--- Input Enclosed Below ---

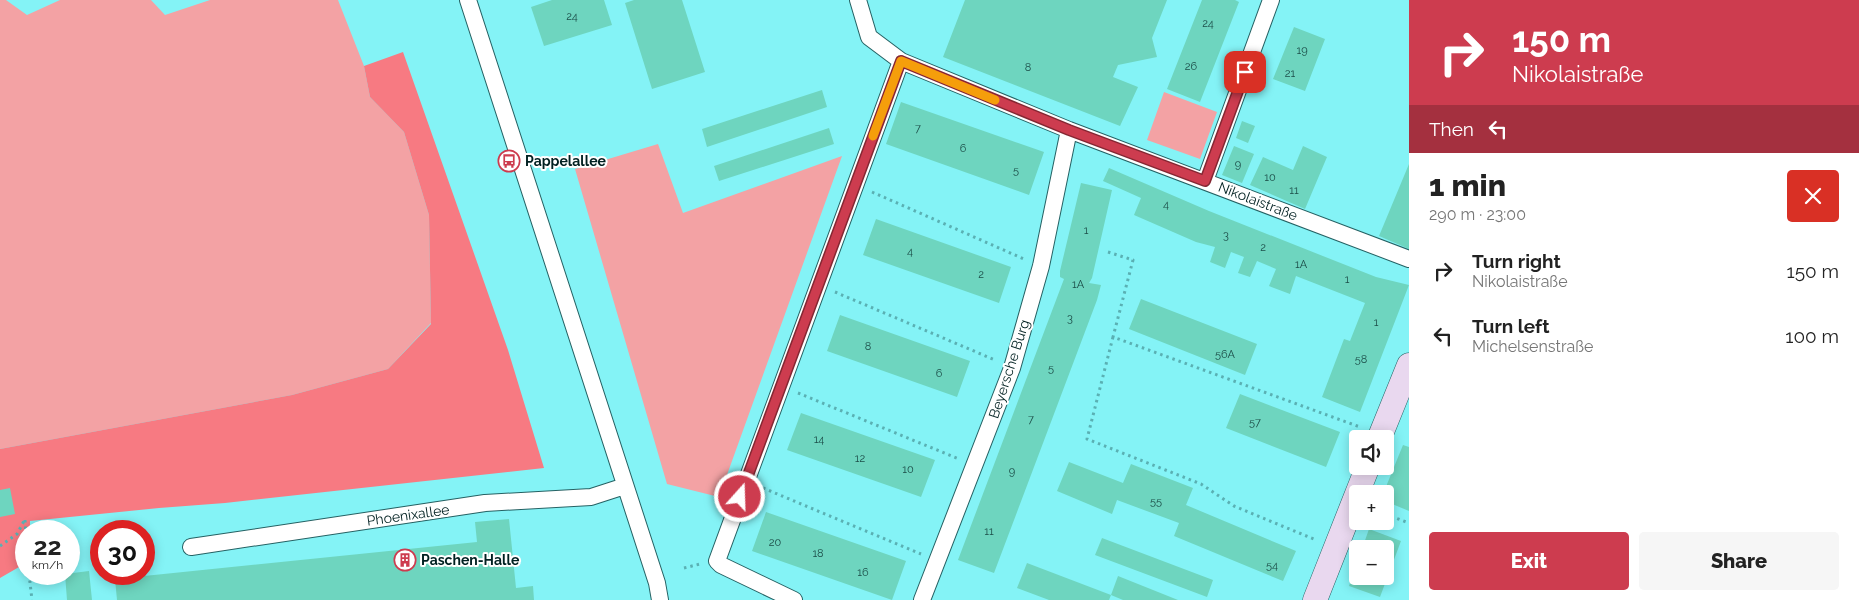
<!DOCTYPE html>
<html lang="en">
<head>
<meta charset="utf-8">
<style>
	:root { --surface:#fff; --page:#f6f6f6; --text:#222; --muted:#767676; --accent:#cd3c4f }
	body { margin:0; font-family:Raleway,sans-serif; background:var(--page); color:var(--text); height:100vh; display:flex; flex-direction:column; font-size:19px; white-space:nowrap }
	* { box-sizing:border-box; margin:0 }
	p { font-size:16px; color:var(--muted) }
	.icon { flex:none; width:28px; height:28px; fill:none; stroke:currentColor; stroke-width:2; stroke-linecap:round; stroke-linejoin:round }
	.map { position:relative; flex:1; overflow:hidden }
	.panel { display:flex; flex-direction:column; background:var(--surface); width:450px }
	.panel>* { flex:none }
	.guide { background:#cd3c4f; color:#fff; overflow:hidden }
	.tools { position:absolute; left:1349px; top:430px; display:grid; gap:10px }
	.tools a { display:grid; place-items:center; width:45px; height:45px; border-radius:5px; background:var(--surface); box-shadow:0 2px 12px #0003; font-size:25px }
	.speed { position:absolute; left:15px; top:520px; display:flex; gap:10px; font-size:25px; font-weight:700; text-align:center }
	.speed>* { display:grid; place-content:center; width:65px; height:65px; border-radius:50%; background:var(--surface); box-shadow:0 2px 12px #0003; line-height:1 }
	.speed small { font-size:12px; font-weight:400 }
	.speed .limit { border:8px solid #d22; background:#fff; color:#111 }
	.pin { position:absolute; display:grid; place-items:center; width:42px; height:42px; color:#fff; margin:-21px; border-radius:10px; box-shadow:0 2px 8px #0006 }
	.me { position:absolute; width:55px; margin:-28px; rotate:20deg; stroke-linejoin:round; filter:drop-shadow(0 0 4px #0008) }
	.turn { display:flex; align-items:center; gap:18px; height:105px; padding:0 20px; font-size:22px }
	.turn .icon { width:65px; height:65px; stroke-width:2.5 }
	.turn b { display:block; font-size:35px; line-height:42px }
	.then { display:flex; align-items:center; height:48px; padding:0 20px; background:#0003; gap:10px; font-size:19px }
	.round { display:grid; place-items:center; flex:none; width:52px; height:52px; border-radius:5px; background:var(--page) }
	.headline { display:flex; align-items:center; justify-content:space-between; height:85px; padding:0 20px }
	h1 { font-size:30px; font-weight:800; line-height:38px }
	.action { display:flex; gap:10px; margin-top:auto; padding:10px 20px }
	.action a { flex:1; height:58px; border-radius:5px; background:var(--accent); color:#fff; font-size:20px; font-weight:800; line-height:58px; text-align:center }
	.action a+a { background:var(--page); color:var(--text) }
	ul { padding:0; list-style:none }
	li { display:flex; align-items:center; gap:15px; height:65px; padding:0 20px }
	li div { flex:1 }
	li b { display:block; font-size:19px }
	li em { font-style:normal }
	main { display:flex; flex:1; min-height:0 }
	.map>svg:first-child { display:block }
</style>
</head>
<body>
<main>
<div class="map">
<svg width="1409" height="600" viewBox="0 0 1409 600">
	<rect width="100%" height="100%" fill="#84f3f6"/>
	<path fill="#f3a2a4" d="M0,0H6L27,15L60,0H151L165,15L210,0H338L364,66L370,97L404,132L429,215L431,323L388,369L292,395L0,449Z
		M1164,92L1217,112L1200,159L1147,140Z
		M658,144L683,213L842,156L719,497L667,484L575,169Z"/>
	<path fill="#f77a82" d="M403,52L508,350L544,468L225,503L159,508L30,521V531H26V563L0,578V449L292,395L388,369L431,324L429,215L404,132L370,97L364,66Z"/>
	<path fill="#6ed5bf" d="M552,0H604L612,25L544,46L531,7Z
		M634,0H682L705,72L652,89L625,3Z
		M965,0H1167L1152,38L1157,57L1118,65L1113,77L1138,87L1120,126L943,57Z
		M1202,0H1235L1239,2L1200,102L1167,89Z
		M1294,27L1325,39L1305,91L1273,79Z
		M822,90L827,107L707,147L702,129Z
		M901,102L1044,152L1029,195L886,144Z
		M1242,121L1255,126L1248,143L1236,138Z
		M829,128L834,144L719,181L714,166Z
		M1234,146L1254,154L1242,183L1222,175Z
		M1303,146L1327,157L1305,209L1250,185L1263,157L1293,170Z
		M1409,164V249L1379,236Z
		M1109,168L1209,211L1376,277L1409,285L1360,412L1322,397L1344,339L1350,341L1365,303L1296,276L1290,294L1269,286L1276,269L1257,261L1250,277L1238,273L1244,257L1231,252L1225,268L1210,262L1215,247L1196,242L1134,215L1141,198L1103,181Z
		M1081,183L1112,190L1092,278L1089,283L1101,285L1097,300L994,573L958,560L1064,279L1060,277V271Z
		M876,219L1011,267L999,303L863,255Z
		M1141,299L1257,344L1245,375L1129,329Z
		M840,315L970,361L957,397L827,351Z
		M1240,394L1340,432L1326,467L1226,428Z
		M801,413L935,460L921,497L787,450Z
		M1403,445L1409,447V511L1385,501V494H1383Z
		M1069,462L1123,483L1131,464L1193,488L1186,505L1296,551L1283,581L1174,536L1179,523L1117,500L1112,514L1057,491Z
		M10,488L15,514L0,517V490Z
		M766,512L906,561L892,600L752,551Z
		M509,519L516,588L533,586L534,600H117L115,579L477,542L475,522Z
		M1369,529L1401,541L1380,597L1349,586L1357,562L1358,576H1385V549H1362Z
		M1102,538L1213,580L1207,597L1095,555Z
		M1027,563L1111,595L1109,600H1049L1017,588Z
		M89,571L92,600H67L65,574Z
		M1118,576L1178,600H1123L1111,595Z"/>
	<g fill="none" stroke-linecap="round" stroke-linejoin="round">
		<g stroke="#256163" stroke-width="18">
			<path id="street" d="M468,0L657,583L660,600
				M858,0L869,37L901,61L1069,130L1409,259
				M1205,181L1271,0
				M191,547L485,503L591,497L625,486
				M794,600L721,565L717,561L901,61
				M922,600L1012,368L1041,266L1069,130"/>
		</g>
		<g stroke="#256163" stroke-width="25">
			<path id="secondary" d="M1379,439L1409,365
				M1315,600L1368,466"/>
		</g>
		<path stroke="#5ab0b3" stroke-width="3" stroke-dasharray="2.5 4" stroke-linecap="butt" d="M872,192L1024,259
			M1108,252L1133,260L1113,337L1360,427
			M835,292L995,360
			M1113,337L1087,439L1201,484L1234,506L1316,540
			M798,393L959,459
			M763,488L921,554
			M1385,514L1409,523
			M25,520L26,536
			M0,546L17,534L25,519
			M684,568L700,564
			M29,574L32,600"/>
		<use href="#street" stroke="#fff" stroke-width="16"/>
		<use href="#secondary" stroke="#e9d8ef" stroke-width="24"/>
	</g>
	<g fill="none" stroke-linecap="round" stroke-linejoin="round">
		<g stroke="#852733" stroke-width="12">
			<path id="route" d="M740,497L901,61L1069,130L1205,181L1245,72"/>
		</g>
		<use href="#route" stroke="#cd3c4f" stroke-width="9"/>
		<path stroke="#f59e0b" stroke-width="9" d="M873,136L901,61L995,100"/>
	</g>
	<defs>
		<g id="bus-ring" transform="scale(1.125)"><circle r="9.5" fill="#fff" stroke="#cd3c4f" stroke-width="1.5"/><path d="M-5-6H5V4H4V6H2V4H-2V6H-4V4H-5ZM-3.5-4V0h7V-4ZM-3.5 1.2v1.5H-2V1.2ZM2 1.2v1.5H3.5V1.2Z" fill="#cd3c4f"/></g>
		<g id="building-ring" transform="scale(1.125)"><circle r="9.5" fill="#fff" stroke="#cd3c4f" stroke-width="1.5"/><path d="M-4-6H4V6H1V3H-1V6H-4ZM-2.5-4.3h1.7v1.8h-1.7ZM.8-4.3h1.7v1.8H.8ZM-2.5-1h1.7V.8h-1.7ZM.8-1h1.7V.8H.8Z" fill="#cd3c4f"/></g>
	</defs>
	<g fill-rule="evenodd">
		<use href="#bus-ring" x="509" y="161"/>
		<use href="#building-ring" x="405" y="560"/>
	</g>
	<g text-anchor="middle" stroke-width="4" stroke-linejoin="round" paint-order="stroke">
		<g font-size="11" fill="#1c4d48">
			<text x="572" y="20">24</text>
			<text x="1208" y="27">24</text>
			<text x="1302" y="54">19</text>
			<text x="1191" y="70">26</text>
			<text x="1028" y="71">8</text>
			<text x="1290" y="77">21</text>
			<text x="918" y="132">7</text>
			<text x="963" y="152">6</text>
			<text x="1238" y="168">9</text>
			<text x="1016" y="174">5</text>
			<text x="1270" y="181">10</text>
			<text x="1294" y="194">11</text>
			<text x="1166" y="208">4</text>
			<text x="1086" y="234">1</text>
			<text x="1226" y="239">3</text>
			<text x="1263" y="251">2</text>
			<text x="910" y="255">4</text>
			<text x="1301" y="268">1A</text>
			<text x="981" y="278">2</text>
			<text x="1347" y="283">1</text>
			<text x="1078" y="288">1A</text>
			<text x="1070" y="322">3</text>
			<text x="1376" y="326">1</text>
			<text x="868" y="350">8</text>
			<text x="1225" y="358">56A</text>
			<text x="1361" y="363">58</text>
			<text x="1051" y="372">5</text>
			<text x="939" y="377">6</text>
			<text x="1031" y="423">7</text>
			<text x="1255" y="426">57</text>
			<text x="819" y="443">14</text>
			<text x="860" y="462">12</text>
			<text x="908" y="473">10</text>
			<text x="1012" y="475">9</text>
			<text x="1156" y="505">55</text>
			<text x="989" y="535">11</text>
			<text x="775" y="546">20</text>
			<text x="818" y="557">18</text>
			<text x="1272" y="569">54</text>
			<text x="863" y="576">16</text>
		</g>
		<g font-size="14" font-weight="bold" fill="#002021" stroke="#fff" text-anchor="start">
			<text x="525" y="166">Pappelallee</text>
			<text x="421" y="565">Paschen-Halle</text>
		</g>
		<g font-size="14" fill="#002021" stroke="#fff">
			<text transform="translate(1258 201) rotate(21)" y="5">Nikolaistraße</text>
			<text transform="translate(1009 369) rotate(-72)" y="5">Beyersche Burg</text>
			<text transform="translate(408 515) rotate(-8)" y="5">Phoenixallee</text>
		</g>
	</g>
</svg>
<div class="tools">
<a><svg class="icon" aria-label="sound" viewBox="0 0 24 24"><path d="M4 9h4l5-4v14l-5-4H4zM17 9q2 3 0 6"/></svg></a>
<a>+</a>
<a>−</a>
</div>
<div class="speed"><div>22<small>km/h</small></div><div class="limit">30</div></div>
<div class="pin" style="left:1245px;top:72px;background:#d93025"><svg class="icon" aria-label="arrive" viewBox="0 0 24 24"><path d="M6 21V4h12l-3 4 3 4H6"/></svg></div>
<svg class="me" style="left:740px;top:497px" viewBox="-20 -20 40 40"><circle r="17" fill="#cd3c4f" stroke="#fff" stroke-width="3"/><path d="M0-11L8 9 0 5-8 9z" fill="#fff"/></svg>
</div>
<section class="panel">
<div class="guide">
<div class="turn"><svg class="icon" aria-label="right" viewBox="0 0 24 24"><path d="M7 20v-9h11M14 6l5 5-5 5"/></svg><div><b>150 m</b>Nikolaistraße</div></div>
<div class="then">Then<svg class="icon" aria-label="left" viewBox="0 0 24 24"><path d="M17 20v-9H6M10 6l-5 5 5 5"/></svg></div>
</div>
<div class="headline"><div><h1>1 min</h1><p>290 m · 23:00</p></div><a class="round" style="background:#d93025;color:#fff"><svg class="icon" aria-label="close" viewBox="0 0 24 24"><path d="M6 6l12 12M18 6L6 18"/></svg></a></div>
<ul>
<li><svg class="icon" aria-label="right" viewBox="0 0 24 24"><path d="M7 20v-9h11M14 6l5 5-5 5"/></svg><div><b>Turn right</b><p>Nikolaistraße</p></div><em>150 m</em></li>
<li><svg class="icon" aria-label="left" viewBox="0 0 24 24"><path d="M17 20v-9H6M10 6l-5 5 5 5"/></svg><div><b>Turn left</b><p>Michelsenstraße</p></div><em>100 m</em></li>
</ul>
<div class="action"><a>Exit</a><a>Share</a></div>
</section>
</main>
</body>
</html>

--- End of Enclosed Input ---

* What you need to do
The answer should be one number: how many lines of the data above contain "position".

* The answer
5